In a different way, it seems to me, the original Aleph.
As with capacitors, bigger is better in this application. The main thing will be to keep the DC resistance as low as possible--meaning heavier gauge wire. Yes, you can wind your own inductors, although for some reason many people seem reluctant to do so. Since we're dealing with DC here instead of AC (as in a speaker crossover), you can use iron core inductors with a clear conscience.
I'm not sure if I understood your post correctly, but the Aleph 5 is supposed to operate in single-ended mode all the time. The presence (or lack) of an inductor in the power supply will not change that.

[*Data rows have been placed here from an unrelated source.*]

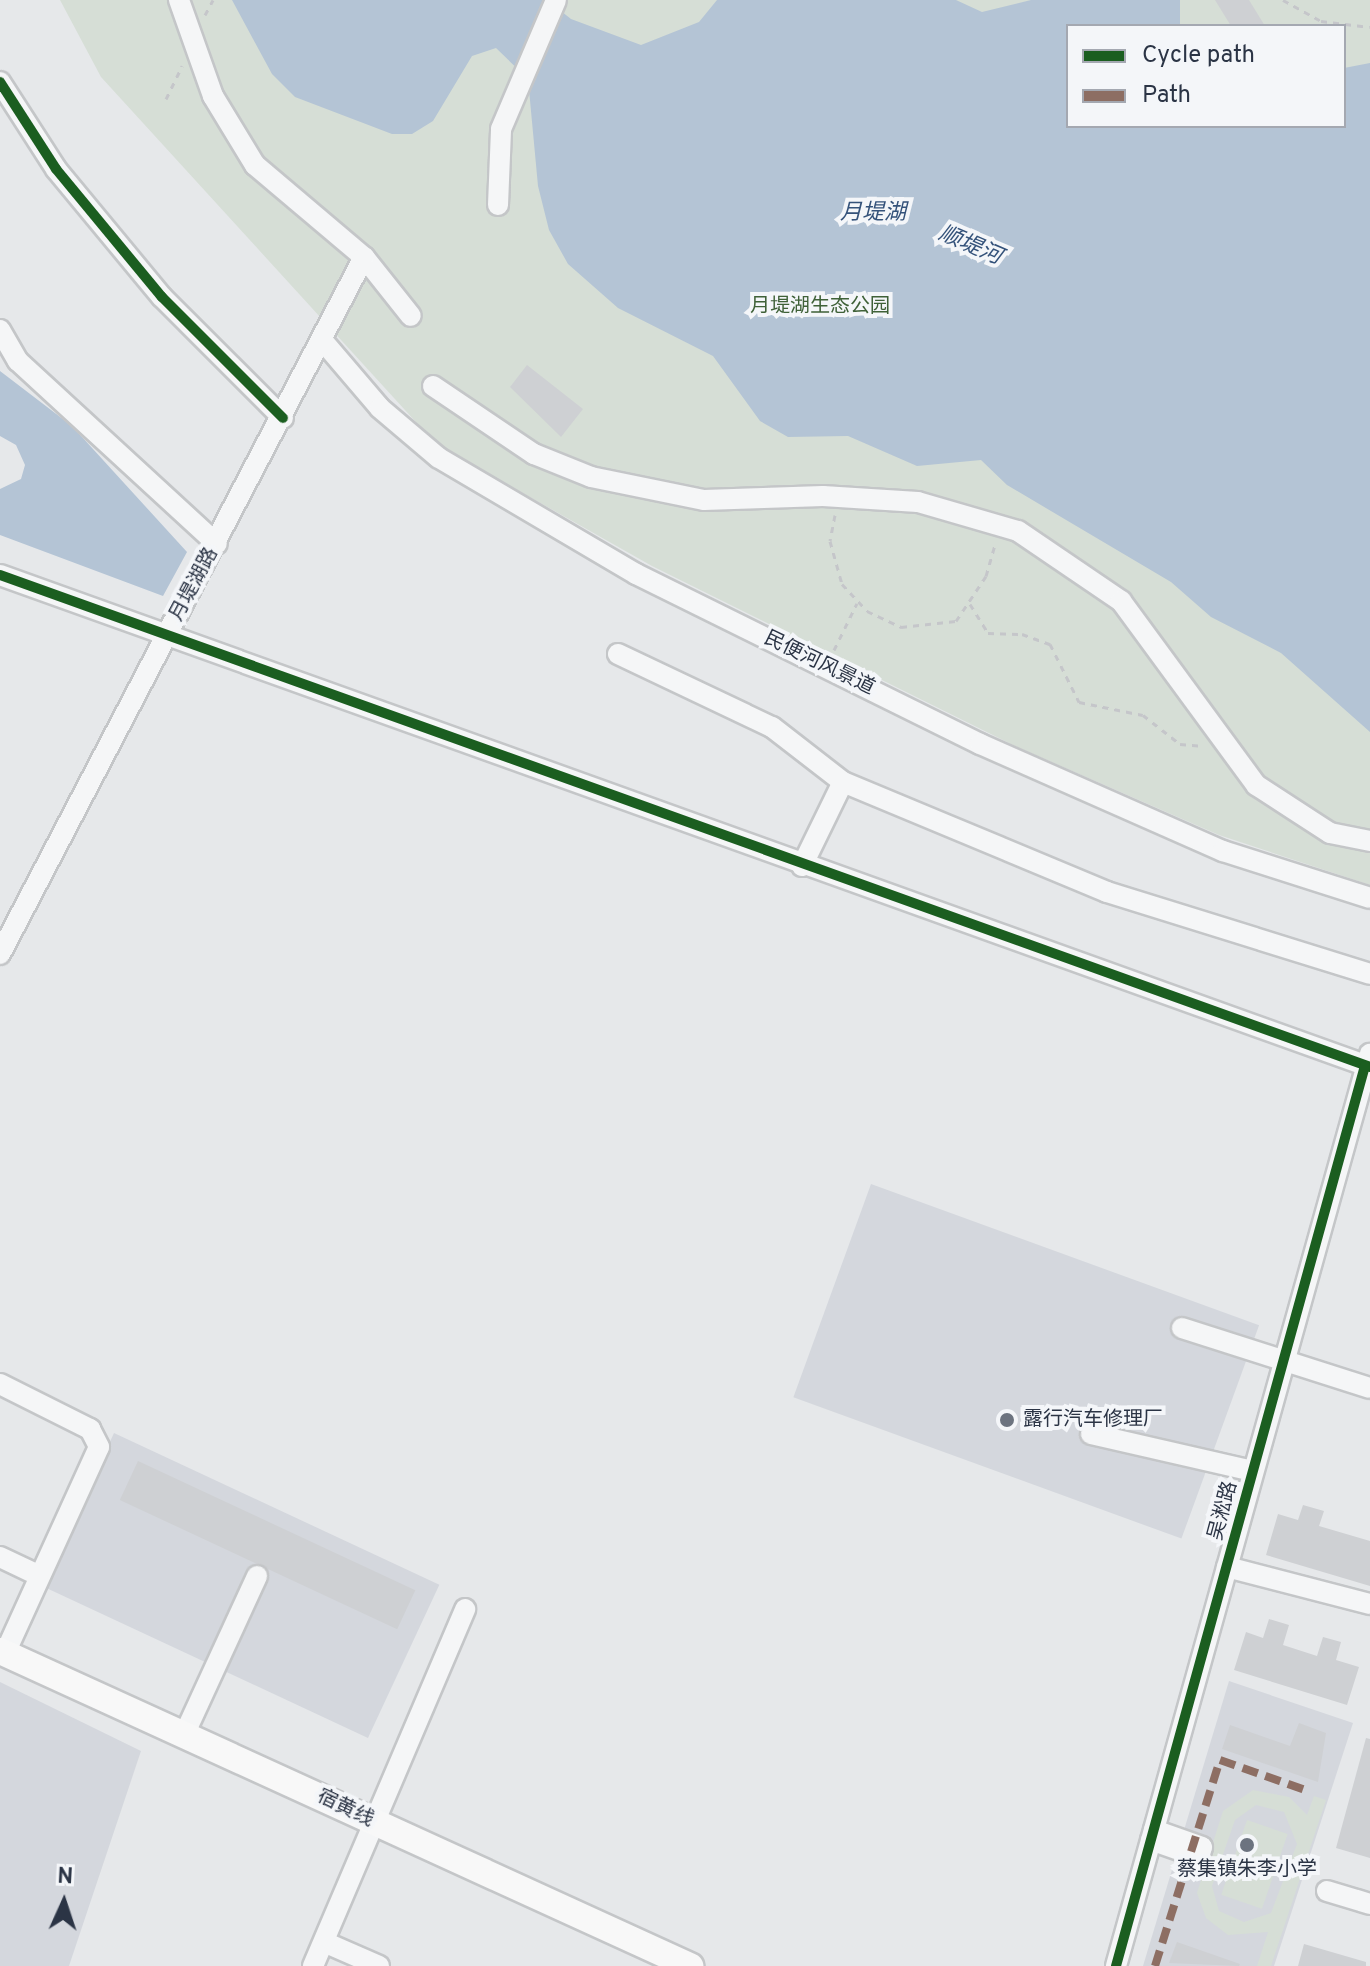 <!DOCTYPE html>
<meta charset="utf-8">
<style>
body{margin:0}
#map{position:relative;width:1370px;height:1966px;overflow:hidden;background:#e6e8ea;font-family:Overpass,"Noto Sans SC",sans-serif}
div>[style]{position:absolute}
.built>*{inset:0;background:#d4d7dd;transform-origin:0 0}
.green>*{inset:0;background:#d6ded6;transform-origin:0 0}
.water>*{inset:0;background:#b4c4d5}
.building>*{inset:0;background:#ced0d3;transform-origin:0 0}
.path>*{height:3px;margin-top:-1.5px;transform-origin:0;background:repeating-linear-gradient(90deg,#c5c6ca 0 6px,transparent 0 12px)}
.roads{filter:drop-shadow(2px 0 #c4c6c8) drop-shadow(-2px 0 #c4c6c8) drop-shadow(0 2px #c4c6c8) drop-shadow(0 -2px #c4c6c8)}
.minor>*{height:20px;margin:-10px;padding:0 10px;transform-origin:10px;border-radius:10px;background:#f5f6f7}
.major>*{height:26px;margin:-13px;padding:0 13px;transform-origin:13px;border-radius:13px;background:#f8f8f8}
.quiet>*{height:8px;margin-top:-4px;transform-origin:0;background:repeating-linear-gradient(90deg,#8d6e63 0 16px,transparent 0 24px)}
.cycleway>*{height:10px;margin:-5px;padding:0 5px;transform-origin:5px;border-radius:5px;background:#1b5e20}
.dots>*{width:22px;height:22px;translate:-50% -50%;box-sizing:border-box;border:4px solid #f4f6f9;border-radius:50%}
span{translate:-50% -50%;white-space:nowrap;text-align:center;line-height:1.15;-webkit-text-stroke:8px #f4f6f9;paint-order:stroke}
.park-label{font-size:20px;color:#3f6138}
.street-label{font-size:20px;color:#2b3445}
.poi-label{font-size:20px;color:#2b3445}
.left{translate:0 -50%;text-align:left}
.water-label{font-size:22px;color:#34527a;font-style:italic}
.legend{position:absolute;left:1066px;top:24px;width:280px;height:104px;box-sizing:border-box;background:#f4f6f9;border:2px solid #a4a8b1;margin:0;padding:10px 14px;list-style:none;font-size:24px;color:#2b3445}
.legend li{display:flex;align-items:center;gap:16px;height:40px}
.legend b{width:40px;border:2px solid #a4a8b1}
.north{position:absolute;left:24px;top:1862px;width:80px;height:80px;-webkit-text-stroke:6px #f4f6f9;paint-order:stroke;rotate:3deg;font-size:22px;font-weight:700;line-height:32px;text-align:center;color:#2b3445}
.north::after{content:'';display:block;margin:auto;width:28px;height:36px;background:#2b3445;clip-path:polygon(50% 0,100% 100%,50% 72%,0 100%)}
</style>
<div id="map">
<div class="built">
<i style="left:871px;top:1184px;width:413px;height:227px;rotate:20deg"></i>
<i style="left:114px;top:1433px;width:359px;height:169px;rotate:25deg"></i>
<i style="clip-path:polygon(1229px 1681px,1353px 1723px,1274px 1966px,1143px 1966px)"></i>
<i style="clip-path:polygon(0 1682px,141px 1751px,69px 1966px,0 1966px)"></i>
</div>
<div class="green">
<i style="clip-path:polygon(evenodd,60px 0,1370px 0,1370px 885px,1219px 835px,1015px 746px,652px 566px,436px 444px,101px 77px,60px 0,1068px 26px,1344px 26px,1344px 126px,1068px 126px,1068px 26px)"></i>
<i style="clip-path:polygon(evenodd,1253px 1790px,1289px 1797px,1307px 1815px,1314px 1796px,1326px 1800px,1271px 1966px,1257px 1966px,1268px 1932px,1228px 1935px,1206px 1918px,1197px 1893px,1223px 1811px,1253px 1790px,1256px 1805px,1284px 1812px,1297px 1844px,1271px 1913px,1244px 1922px,1219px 1911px,1212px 1886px,1235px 1820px,1256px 1805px)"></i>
<i style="left:1247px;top:1820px;width:43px;height:79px;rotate:19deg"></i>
</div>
<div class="water">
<i style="clip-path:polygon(232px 0,547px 0,571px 19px,641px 45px,699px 22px,717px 0,956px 0,982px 12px,1031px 0,1180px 0,1180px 26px,1068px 26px,1068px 126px,1344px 126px,1344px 68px,1370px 63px,1370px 732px,1281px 653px,1211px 617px,1171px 582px,1007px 485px,981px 460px,917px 466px,848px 436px,788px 437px,760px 421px,713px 356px,618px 308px,568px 264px,549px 230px,538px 186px,528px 79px,496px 48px,472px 56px,433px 121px,412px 134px,392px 134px,295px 97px,272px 74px)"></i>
<i style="clip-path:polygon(0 371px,72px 426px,187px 552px,163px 596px,0 535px,0 489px,21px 479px,25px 465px,16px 445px,0 436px)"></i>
</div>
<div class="building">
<i style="clip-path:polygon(1215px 0,1249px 0,1265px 26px,1231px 26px)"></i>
<i style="clip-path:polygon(527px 365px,583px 409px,561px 437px,510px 387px)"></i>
<i style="left:138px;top:1461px;width:306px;height:43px;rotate:25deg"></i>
<i style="clip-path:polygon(1303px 1505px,1324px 1511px,1319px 1526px,1370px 1541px,1370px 1586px,1266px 1555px,1278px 1514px,1298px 1520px)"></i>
<i style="clip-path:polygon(1269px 1619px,1289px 1625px,1283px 1645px,1317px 1656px,1323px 1637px,1341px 1642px,1336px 1660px,1359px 1667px,1347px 1705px,1234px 1670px,1246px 1632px,1263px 1638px)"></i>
<i style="clip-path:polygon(1299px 1723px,1326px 1733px,1318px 1782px,1222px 1749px,1230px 1725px,1290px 1746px)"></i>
<i style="clip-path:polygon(1366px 1738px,1370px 1739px,1370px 1858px,1336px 1848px)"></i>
<i style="clip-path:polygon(1177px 1942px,1240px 1964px,1239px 1966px,1169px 1963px)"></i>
<i style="clip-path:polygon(1304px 1944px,1366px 1962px,1366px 1966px,1298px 1966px)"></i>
</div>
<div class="path">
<i style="left:1283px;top:0;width:43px;rotate:28.9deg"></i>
<i style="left:1321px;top:21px;width:49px;rotate:7deg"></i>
<i style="left:205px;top:15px;width:17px;rotate:-62deg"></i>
<i style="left:166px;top:99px;width:37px;rotate:-64deg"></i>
<i style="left:835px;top:515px;width:26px;rotate:101deg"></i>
<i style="left:830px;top:541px;width:45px;rotate:74.4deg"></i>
<i style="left:842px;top:584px;width:37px;rotate:47deg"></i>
<i style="left:867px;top:611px;width:38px;rotate:25deg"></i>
<i style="left:901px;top:627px;width:55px;rotate:-6.2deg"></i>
<i style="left:956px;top:621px;width:54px;rotate:-56.3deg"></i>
<i style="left:986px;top:576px;width:35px;rotate:-74deg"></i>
<i style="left:970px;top:604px;width:34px;rotate:58deg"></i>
<i style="left:988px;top:633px;width:34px;rotate:2deg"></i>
<i style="left:1022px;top:634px;width:30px;rotate:20deg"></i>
<i style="left:1050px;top:644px;width:65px;rotate:63.4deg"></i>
<i style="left:1079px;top:702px;width:65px;rotate:11.5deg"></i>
<i style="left:1143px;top:715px;width:47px;rotate:38.1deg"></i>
<i style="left:1180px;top:744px;width:24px;rotate:5deg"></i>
<i style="left:834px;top:650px;width:52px;rotate:-63.9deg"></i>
</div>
<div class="roads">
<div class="minor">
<i style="left:179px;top:0;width:102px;rotate:70.5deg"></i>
<i style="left:213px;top:96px;width:81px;rotate:58.7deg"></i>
<i style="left:255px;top:165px;width:143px;rotate:40.2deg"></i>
<i style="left:364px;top:257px;width:75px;rotate:51.5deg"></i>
<i style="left:0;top:82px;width:103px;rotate:57.2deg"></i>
<i style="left:56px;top:169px;width:166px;rotate:50.4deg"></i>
<i style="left:162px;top:297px;width:171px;rotate:45deg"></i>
<i style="left:498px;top:205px;width:76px;rotate:-87.7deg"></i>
<i style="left:501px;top:129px;width:140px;rotate:-66.9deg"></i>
<i style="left:0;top:330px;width:36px;rotate:60deg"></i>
<i style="left:18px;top:361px;width:270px;rotate:42.6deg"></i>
<i style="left:322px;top:340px;width:89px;rotate:49.5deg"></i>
<i style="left:380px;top:408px;width:77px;rotate:40.3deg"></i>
<i style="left:439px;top:458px;width:229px;rotate:30.5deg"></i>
<i style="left:636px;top:574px;width:384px;rotate:26.3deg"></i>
<i style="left:980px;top:744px;width:266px;rotate:23.8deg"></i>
<i style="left:1223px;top:851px;width:154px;rotate:17.7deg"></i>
<i style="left:433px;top:386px;width:122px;rotate:34deg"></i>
<i style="left:534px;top:454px;width:61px;rotate:22deg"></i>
<i style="left:591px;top:477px;width:115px;rotate:11.5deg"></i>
<i style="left:704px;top:500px;width:119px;rotate:-1.9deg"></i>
<i style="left:823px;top:496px;width:95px;rotate:3.6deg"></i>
<i style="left:918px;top:502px;width:104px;rotate:16.2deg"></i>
<i style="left:1018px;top:531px;width:125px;rotate:34.2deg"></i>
<i style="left:1121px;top:601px;width:228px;rotate:53.7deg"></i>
<i style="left:1256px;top:785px;width:88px;rotate:33deg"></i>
<i style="left:1330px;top:833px;width:41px;rotate:11.3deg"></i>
<i style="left:0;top:575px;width:1456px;rotate:19.75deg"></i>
<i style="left:618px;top:654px;width:170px;rotate:25.4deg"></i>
<i style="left:772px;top:727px;width:90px;rotate:37.8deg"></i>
<i style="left:843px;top:782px;width:286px;rotate:22.6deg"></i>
<i style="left:1107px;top:892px;width:275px;rotate:17.3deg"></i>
<i style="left:802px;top:866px;width:93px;rotate:-64deg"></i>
<i style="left:0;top:954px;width:786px;rotate:-62.42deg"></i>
<i style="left:1182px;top:1328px;width:197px;rotate:17.7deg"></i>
<i style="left:0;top:1384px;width:101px;rotate:26.6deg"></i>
<i style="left:90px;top:1429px;width:20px;rotate:63deg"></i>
<i style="left:99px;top:1447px;width:226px;rotate:114.5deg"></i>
<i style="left:1091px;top:1434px;width:166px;rotate:12.9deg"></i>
<i style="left:0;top:1557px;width:44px;rotate:25.4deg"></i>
<i style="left:1227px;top:1567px;width:148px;rotate:14.5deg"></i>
<i style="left:184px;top:1735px;width:175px;rotate:-65.3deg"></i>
<i style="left:1151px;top:1840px;width:51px;rotate:19.5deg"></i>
<i style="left:1199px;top:1857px;width:10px;rotate:-73deg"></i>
<i style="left:1202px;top:1847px;width:51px;rotate:-160.5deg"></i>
<i style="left:1327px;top:1891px;width:45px;rotate:16.8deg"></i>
<i style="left:324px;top:1942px;width:60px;rotate:23.6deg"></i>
<i style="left:313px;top:1966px;width:388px;rotate:-66.9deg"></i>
<i style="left:1116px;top:1966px;width:947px;rotate:-74.44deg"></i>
</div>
<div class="major">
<i style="left:0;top:1651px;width:759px;rotate:24.54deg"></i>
</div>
</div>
<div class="quiet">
<i style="left:1155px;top:1966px;width:216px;rotate:-72.5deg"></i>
<i style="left:1220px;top:1760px;width:96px;rotate:19.4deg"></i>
</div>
<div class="cycleway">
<i style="left:0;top:82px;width:103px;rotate:57.2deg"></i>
<i style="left:56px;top:169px;width:166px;rotate:50.4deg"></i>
<i style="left:162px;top:297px;width:171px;rotate:45deg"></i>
<i style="left:0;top:575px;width:1456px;rotate:19.75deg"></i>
<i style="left:1116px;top:1966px;width:934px;rotate:-74.54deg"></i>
</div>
<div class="dots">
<i style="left:1007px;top:1420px;background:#6c737f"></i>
<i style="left:1247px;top:1845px;background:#6c737f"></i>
</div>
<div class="park-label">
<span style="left:820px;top:307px">月堤湖生态公园</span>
</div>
<div class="street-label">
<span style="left:195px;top:585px;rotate:-62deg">月堤湖路</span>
<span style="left:819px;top:664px;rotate:26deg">民便河风景道</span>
<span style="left:1224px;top:1511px;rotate:-75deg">吴淞路</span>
<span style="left:345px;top:1809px;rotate:25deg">宿黄线</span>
</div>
<div class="poi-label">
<span class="left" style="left:1023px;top:1420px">露行汽车修理厂</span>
<span style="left:1247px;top:1870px">蔡集镇朱李小学</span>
</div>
<div class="water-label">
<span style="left:873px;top:214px">月堤湖</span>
<span style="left:970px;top:246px;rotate:23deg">顺堤河</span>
</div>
<ul class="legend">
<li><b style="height:10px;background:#1b5e20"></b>Cycle path</li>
<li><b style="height:10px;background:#8d6e63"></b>Path</li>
</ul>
<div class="north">N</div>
</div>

As I could see, the Aleph 5 has a linear "true single-ended" behaviour up to some power, depending on the load impedance; beyond there is a "quasi-single ended" behaviour, with a partial shuting off of the current generator: the output waveform, however, is a perfect sinewave, due to the negative feedback action, that accordingly corrects the "active" side ( the lower stack of Mosfets).
The Aleph 5 can deliver 90W into 4 ohms, that should not be possible with a biasing current less than 2 amps, also with the employment of the PL patent #5,710,522.
This can also be seen by a little step of the THD vs. output power, at about 20W into 8 ohms and 10W into 4 ohms, as I could see from an official PassLabs sheet.
The best way to obtain a true single-ended operation, is to impose the current modulation of the unconstant generator and the "active" side equal, or to the half of the output current (that is the same thing) as reported in the PL patent, by a convenient value for R21 (in the A5 schematic): the output power into low impedance loads however decreases, due to the current limit of the circuit.
I prefer this way, so I increased the biased current to 3 amps, to partially compensate the drive capability into heavy loads.
I don't know the exact price of the caps. But a friend of mine bought two 600VA 2*18V toriod transformers, and fifty 10000uF 35V caps for 1393:- SEK for me at Elfa (Elfa personal rabatt). But I can't order more parts from him now, since he isn't working there anymore. But It was quite cheap. The parts would have costed me 2600:- if I bought them myself.